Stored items
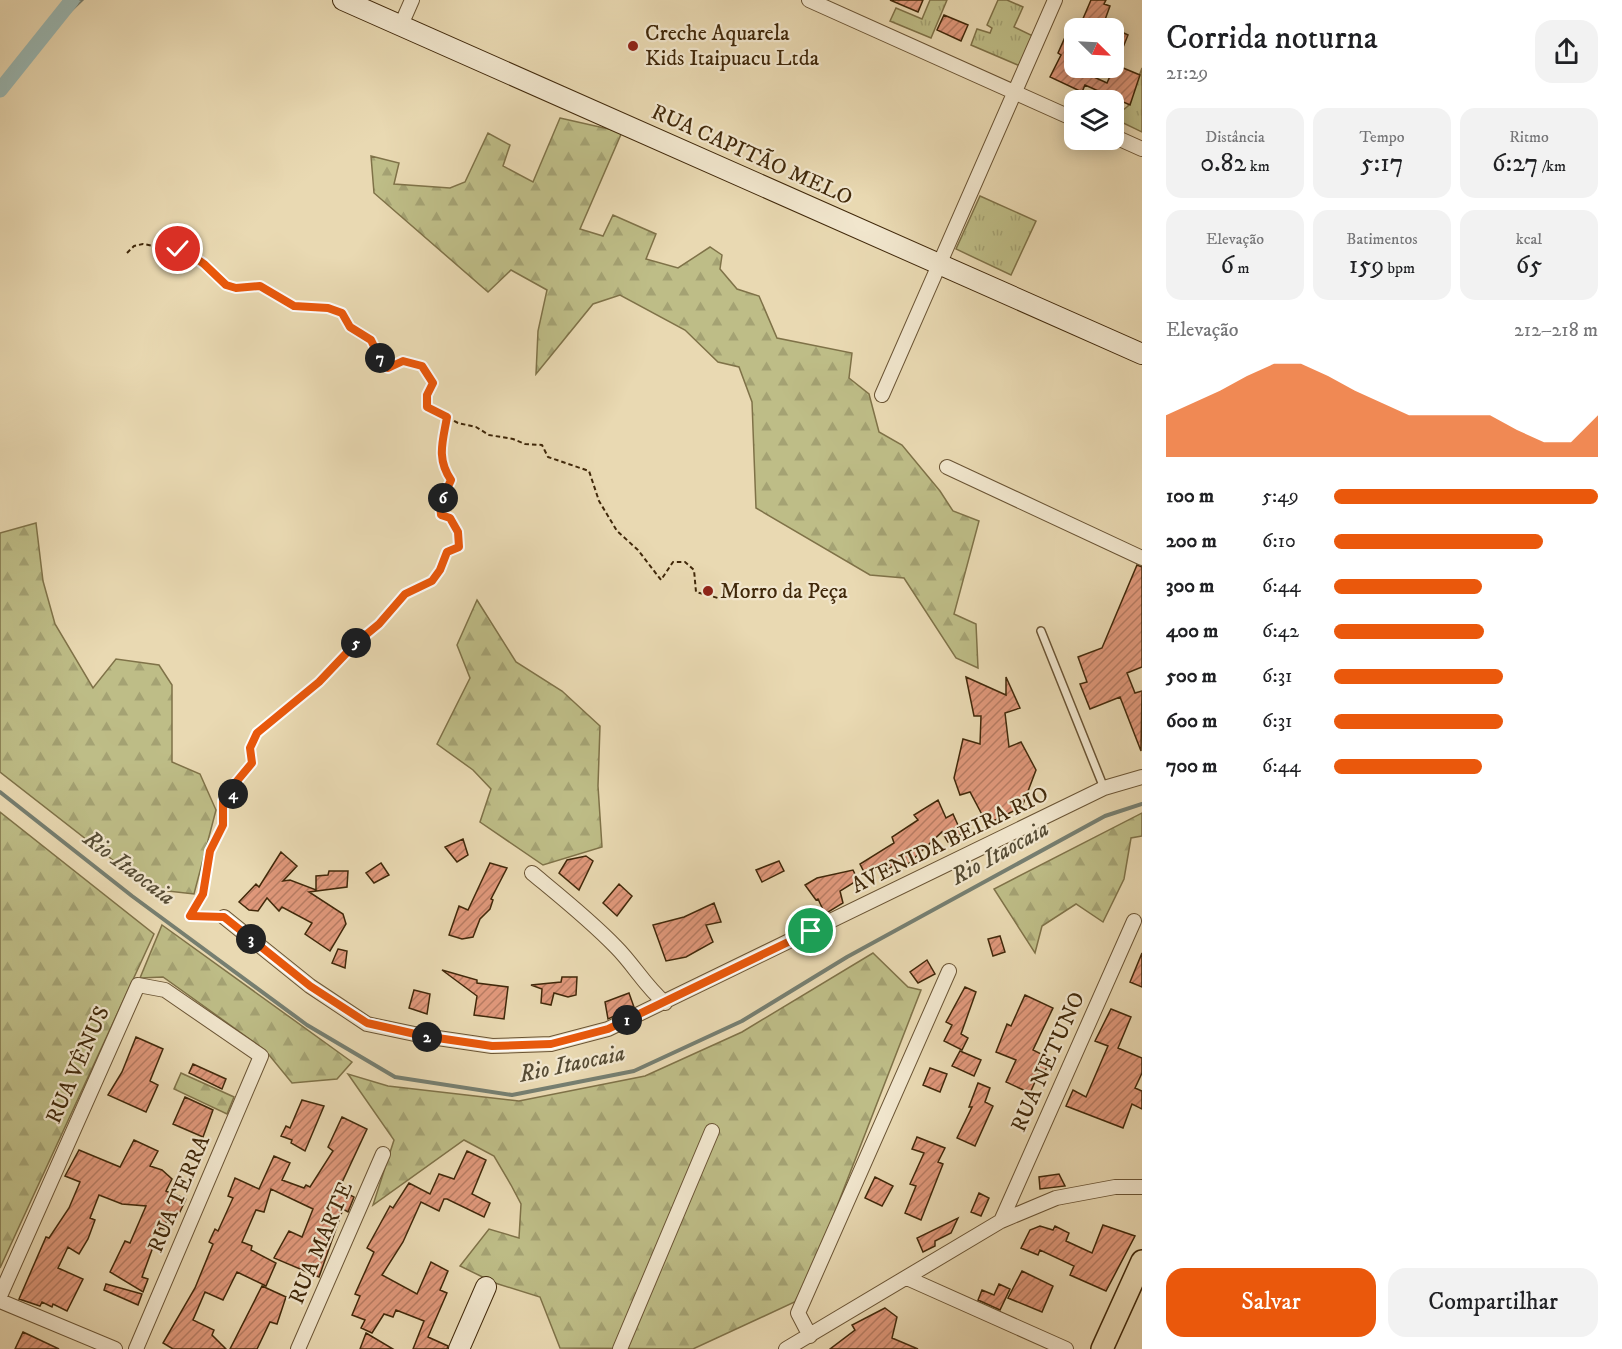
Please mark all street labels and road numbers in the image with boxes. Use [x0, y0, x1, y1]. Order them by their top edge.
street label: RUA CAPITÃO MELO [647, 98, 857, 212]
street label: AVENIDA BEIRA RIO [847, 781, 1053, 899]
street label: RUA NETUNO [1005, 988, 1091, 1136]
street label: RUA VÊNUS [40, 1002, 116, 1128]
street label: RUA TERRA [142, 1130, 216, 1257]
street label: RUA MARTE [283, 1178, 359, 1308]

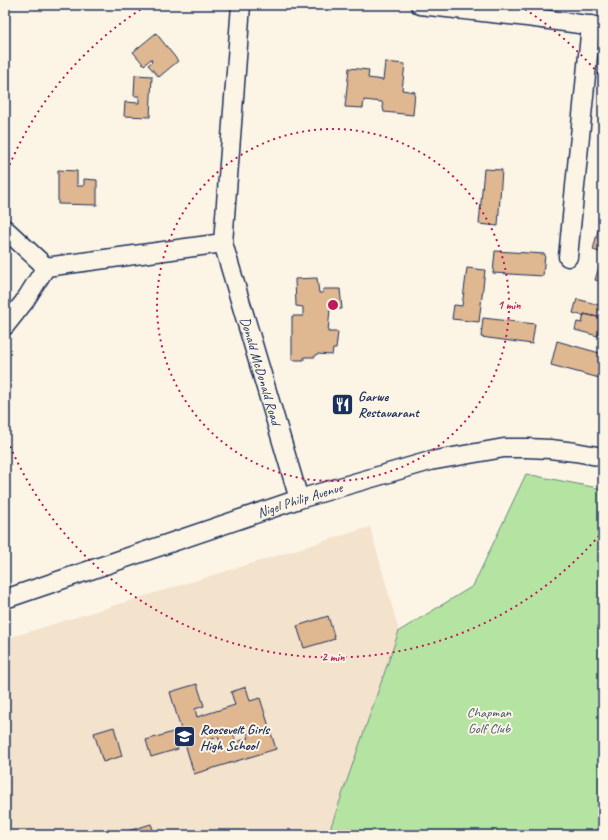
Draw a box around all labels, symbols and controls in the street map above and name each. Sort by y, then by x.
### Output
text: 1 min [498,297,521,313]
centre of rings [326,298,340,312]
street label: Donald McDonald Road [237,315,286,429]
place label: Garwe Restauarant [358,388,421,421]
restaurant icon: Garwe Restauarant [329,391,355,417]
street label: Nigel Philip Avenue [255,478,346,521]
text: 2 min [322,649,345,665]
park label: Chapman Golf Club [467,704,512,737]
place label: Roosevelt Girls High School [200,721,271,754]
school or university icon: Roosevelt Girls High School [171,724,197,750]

▶ **Aim of the exercise**
Pictures are to be left out, and the lines from the beginning of the records through the line with "Draw a box around" are to be printed exactly, with nothing added.

▶ **Worked solution**
Please mark all street labels and road numbers in the image with boxes. Use [x0, y0, x1, y1]. Order them by their top edge.
street label: RUA CAPITÃO MELO [647, 98, 857, 212]
street label: AVENIDA BEIRA RIO [847, 781, 1053, 899]
street label: RUA NETUNO [1005, 988, 1091, 1136]
street label: RUA VÊNUS [40, 1002, 116, 1128]
street label: RUA TERRA [142, 1130, 216, 1257]
street label: RUA MARTE [283, 1178, 359, 1308]

Draw a box around all labels, symbols and controls in the street map above and name each. Sort by y, then by x.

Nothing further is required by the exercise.